Earning my keep

Earning my keep 28.06

I have worked for six and a half hours so far today. The guest house needs a lot of tlc. Airbnb photos hide the shabbiness, the broken, the misaligned. Rooms that have been half cleaned and plants long since neglected. I get a sense that advertising has been limited until my arrival. Almost as though it’s too much for one person to manage. 


I helped serve and clear breakfast, dusted, mopped, washed up, removed dirty towels from, I suspect, long since used rooms, picked crumbs and napkins from the floor in recently unused dining areas, removed an unopened bottle of wine from a cupboard in a loo, emptied full bathroom bins, checked rooms were ready for guests only to find several without towels, soap or glasses. 

Tasked with watering plants, mostly dying of drought or rotting, I moved some outside, on to a flat roof verandah type area, to tend. my host expressed surprise that I did so tho showed understanding when I showed her the dead leaves and bare stems. She sighed, mooted concern about the state of plants outside as well and said ‘but where do you start?’ The bin, I said and immediately cast out a dozen drowned pots sitting neck deep in water.


I’ve done a major sort, weed, trim, repot, relegate to bin and created a much needed plant hospital in one corner. Whether the hospital residents live or die is irrelevant, huddled together they look less weedy, less wilted, less sorry for themselves and allow the healthier specimens to look beautiful. Sweeping winter’s detritus from the cream painted concrete resulted in a black muddy mess, worse than before I started, I asked if there was a pressure washer and was given a hose. Jeans rolled up and bare feet paddling in the water, I scrubbed and swept. It now looks fresh and cared for but i can’t remedy the main problem, that the water runs away from, rather than towards the drain. 

My host is clearly grateful. I asked if it were her mother who had cared for the plants and she said yes. I wonder whether it may have been her mother who did most things and get the feeling that for all my hosts bouncy bubbly socialness, she may not have the rigour to manage.

Half stories, guarded words. If I were writing purely for myself there would be so much more I would say. 

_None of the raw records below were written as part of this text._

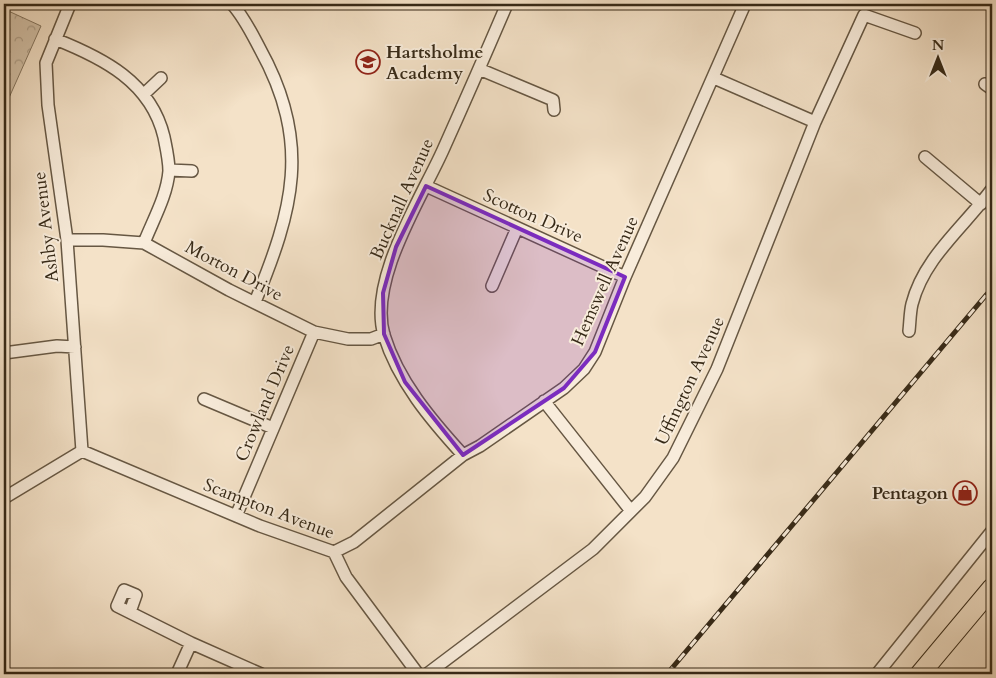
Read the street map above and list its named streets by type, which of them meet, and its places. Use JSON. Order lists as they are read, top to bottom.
{
  "streets": {
    "street": [
      "Bucknall Avenue",
      "Scotton Drive",
      "Ashby Avenue",
      "Morton Drive",
      "Hemswell Avenue",
      "Uffington Avenue",
      "Crowland Drive",
      "Scampton Avenue"
    ]
  },
  "crossings": [
    ["Bucknall Avenue", "Scotton Drive"],
    ["Bucknall Avenue", "Morton Drive"],
    ["Bucknall Avenue", "Hemswell Avenue"],
    ["Scotton Drive", "Hemswell Avenue"],
    ["Ashby Avenue", "Morton Drive"],
    ["Ashby Avenue", "Scampton Avenue"],
    ["Morton Drive", "Crowland Drive"],
    ["Hemswell Avenue", "Scampton Avenue"],
    ["Crowland Drive", "Scampton Avenue"]
  ],
  "places": {
    "school or university": ["Hartsholme Academy"],
    "shop": ["Pentagon"]
  },
  "north": "top"
}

I’m staying, not in the guest house but just down the road in my hosts house, next door to her fathers house and opposite her brothers. I’ve met many of her family this morning. My space is a furniture less room with a mattress on the floor and no curtains. There are too many hills surrounding us to know whether the sun actually dipped beneath the horizon or not last night, but I don’t think it did. 

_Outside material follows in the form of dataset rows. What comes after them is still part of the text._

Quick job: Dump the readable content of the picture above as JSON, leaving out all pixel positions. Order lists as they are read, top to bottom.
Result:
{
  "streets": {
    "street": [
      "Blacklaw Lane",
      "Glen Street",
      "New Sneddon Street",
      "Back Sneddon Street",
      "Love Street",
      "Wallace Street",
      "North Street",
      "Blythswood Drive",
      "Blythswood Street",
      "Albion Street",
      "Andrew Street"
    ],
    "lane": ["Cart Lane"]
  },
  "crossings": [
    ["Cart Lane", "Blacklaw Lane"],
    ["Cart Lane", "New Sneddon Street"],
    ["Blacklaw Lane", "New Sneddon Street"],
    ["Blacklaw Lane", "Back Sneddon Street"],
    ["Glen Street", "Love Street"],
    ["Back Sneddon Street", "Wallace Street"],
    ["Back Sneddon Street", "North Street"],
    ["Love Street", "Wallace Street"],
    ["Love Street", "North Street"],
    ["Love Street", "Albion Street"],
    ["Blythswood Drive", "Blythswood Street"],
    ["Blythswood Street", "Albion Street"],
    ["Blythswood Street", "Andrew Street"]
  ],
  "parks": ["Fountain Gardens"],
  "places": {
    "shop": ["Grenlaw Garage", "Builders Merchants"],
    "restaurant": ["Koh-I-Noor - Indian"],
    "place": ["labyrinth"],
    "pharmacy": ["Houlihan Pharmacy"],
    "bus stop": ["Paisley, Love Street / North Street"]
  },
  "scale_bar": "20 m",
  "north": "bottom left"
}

From the kitchen window I look out onto a sandy bay, one of the most used whaling beaches in the islands. The Grind, the harvesting of whales, is a contentious issue but rising levels of mercury in whale meat mean it is no longer recommended for safe consumption on the scale it was before and may well die out for reasons other than animal welfare concerns.  Behind the house are green mountains, I’ve seen similar before in the lofoten islands in Norway, a sparse and thin bright green layer, clinging tenuously to rock. 

I’ve not yet walked out to explore, I have a couple of hours rest before evening meals. this evening the guest house is full. Evening meals to be served at six and then again at eight thirty. I think there are about fifteen guest in total. It’s going to be a busy few days. My host is excitable. I like being busy. There will be time to explore in due course, I’m in no rush. 

On the seventh and eighth of July my host tells me she will visit her grandchildren in Norway and I may have her car and take two days to myself to explore.